#### [Aim of the exercise]
Lines from the one containing "<h2>Cerca<small>3 resultados</small></h2>" through the end of the data below are to be transcribed exactly; leave out all others.

---+---

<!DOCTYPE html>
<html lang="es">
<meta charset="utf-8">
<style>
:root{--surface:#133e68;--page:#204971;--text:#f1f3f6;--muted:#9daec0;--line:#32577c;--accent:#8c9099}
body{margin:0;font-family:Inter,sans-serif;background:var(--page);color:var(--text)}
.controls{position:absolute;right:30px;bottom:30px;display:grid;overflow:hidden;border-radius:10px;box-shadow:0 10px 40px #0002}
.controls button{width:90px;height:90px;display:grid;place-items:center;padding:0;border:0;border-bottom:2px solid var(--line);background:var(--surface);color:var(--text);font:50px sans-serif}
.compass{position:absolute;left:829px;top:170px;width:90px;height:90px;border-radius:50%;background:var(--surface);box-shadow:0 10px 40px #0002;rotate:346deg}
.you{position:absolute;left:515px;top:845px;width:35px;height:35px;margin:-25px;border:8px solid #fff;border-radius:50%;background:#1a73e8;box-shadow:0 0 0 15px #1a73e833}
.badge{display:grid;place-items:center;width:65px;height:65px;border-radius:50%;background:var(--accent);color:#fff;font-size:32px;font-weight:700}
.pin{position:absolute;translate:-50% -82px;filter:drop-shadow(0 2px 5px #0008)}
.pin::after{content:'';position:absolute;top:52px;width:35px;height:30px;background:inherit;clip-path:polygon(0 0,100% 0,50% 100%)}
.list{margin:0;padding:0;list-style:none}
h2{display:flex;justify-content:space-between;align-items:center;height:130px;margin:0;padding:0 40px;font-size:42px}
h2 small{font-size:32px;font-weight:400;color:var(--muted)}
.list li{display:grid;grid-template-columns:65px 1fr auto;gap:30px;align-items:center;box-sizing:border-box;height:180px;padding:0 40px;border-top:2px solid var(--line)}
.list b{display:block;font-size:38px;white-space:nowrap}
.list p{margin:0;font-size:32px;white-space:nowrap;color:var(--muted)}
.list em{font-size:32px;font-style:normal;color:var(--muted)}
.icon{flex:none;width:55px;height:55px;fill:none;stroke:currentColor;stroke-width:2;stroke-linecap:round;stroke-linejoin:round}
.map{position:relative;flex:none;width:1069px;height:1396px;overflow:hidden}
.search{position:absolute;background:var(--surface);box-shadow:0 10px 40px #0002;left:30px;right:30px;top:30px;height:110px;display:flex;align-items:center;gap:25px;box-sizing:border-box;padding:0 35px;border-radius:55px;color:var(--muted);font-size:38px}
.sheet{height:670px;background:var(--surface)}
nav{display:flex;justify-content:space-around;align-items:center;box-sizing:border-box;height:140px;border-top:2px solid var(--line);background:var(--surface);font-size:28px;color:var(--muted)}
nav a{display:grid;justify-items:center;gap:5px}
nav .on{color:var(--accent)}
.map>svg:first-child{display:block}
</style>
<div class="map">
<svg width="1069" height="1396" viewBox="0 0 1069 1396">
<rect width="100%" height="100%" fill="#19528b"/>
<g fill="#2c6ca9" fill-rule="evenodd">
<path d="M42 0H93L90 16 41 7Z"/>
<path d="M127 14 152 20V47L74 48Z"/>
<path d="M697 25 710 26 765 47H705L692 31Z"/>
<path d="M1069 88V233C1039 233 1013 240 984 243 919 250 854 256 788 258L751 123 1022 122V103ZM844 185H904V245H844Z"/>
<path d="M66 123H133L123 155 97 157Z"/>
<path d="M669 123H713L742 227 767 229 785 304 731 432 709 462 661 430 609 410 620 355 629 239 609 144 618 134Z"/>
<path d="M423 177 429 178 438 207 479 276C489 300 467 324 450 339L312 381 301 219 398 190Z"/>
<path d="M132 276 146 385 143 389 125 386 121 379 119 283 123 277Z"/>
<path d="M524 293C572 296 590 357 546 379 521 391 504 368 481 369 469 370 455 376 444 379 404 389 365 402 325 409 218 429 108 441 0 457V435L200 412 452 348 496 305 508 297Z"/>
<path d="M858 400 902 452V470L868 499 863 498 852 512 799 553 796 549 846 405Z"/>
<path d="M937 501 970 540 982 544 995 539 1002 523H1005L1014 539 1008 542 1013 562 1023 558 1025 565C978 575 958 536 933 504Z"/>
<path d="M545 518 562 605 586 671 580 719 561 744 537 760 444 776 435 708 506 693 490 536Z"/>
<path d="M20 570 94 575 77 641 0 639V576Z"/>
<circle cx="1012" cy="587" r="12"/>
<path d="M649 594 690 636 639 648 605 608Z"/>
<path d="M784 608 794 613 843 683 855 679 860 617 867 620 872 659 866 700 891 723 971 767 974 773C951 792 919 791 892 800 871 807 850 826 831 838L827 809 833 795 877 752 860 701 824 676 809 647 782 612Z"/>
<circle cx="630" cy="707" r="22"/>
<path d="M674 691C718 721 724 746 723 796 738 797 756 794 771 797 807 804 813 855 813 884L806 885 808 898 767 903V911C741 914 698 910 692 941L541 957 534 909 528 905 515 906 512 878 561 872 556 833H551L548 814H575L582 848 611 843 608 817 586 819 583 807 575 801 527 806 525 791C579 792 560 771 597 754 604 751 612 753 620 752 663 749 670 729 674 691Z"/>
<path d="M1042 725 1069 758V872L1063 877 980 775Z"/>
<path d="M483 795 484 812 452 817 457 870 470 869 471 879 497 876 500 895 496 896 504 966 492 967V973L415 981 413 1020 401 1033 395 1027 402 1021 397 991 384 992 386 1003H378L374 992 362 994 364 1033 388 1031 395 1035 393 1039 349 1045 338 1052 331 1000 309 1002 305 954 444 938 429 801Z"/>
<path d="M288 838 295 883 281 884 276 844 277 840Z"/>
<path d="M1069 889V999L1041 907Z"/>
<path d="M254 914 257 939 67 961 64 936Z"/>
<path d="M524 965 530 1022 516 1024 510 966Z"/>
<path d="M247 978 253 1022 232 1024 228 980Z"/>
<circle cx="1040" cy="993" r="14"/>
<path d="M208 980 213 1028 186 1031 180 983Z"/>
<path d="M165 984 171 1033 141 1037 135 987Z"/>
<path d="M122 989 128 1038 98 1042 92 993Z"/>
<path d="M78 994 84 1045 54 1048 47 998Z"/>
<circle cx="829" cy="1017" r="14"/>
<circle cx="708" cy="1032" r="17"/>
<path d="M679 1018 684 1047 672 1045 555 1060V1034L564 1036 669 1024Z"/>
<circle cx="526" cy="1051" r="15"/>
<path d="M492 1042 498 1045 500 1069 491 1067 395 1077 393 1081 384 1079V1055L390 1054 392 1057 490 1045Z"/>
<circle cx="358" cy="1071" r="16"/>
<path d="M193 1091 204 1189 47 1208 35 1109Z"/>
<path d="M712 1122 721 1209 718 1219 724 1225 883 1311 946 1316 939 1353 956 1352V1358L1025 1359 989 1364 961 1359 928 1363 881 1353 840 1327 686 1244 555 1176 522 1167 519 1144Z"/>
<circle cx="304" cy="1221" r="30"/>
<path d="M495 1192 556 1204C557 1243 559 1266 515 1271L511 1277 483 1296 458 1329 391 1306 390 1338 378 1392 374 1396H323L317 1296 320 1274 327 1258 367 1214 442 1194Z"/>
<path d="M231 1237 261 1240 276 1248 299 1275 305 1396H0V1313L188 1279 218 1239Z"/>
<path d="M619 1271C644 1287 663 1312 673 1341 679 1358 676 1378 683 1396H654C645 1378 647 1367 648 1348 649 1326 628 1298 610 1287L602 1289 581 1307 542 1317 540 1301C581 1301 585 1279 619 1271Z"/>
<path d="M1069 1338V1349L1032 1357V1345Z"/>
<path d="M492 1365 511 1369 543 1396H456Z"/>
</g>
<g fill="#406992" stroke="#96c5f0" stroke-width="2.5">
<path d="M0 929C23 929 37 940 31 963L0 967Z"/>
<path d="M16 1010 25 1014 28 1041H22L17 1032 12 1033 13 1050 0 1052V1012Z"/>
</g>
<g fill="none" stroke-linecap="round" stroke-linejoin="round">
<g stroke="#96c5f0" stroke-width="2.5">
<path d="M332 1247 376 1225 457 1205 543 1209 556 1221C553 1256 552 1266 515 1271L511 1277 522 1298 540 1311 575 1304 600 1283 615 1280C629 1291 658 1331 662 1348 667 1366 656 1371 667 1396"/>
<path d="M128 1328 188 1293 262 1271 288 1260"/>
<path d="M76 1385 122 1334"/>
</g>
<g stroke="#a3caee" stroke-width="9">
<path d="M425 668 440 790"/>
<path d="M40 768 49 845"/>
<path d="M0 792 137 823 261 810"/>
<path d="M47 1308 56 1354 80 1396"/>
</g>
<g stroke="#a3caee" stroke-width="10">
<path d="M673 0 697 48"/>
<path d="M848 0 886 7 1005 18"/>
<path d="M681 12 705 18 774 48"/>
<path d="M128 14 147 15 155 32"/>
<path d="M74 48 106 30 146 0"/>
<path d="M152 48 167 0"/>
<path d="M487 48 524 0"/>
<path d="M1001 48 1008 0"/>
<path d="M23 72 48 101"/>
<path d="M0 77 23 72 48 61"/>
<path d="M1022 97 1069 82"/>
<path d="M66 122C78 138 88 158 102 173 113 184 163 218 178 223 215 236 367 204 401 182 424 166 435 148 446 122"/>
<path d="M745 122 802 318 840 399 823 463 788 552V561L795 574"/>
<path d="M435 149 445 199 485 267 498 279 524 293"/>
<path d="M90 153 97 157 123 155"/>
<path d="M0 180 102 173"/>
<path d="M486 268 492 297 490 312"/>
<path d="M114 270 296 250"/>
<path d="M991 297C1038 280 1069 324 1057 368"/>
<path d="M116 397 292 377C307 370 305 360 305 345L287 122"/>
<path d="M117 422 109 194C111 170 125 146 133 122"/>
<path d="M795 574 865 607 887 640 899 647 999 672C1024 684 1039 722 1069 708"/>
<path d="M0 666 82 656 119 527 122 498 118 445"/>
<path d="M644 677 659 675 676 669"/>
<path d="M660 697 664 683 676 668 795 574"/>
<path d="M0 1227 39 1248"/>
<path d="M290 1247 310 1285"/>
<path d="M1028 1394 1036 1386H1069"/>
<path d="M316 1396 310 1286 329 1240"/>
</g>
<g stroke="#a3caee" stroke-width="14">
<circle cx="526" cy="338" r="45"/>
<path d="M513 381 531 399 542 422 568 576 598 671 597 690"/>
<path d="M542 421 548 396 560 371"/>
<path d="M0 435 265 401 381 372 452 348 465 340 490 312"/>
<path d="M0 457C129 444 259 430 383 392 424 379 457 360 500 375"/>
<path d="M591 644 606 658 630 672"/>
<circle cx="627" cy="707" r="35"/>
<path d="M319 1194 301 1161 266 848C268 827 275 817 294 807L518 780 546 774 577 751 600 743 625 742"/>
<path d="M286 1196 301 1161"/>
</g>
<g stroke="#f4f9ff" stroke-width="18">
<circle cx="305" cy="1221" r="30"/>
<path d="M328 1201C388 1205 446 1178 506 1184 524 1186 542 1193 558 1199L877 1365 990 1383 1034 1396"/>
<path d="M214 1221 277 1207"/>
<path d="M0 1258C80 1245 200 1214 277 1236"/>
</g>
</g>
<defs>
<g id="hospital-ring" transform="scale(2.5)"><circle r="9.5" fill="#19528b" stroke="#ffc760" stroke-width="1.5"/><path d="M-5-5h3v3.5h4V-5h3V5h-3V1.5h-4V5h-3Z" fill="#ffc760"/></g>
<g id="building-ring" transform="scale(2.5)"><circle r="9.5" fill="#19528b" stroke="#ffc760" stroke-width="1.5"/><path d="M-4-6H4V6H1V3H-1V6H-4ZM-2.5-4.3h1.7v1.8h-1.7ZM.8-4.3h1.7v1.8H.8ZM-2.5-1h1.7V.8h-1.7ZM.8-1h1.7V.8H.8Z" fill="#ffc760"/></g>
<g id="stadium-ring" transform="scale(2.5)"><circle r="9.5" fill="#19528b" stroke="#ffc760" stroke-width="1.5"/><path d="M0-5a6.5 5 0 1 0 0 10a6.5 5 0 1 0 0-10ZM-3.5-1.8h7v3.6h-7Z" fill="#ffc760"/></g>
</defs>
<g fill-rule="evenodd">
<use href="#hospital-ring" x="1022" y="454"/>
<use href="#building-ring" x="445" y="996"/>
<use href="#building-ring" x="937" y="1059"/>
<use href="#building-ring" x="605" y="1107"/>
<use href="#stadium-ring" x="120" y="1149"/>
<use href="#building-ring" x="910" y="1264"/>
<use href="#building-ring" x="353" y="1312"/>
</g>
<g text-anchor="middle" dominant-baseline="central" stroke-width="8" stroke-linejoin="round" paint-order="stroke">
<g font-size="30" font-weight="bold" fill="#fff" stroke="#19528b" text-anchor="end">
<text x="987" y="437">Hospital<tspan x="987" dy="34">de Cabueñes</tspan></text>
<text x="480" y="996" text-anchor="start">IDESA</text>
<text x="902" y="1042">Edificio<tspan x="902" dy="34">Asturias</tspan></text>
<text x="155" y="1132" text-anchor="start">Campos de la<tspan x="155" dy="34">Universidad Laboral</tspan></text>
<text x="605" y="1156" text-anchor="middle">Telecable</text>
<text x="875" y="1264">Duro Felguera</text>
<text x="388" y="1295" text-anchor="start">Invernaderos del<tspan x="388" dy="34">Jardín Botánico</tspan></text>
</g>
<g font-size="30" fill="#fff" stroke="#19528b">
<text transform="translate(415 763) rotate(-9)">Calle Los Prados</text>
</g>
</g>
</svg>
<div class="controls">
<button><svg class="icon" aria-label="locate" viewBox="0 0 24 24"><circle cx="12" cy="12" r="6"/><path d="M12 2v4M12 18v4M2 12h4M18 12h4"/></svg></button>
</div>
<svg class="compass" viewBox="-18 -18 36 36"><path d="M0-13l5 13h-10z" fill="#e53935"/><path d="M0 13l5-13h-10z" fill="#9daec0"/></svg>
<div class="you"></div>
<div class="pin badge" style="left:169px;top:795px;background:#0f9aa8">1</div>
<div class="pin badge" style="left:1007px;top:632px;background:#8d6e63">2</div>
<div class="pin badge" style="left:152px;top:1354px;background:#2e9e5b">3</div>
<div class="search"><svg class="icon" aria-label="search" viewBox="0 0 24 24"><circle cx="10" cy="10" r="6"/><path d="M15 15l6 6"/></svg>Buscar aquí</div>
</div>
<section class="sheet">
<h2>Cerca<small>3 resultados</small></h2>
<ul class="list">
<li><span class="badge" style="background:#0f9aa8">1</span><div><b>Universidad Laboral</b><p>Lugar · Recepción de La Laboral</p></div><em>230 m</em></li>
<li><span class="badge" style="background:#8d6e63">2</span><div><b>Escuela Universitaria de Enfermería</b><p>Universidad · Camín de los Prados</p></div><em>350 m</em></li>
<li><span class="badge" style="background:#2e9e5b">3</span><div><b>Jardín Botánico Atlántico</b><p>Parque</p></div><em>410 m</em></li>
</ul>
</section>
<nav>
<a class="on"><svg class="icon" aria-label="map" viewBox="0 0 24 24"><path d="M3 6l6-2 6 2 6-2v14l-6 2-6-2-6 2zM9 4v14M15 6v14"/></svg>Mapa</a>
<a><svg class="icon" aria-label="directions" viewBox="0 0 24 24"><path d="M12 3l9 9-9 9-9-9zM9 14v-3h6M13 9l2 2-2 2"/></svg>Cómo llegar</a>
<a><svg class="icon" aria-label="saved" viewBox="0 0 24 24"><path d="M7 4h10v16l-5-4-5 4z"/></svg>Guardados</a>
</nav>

---+---

#### [Completed exercise]
<h2>Cerca<small>3 resultados</small></h2>
<ul class="list">
<li><span class="badge" style="background:#0f9aa8">1</span><div><b>Universidad Laboral</b><p>Lugar · Recepción de La Laboral</p></div><em>230 m</em></li>
<li><span class="badge" style="background:#8d6e63">2</span><div><b>Escuela Universitaria de Enfermería</b><p>Universidad · Camín de los Prados</p></div><em>350 m</em></li>
<li><span class="badge" style="background:#2e9e5b">3</span><div><b>Jardín Botánico Atlántico</b><p>Parque</p></div><em>410 m</em></li>
</ul>
</section>
<nav>
<a class="on"><svg class="icon" aria-label="map" viewBox="0 0 24 24"><path d="M3 6l6-2 6 2 6-2v14l-6 2-6-2-6 2zM9 4v14M15 6v14"/></svg>Mapa</a>
<a><svg class="icon" aria-label="directions" viewBox="0 0 24 24"><path d="M12 3l9 9-9 9-9-9zM9 14v-3h6M13 9l2 2-2 2"/></svg>Cómo llegar</a>
<a><svg class="icon" aria-label="saved" viewBox="0 0 24 24"><path d="M7 4h10v16l-5-4-5 4z"/></svg>Guardados</a>
</nav>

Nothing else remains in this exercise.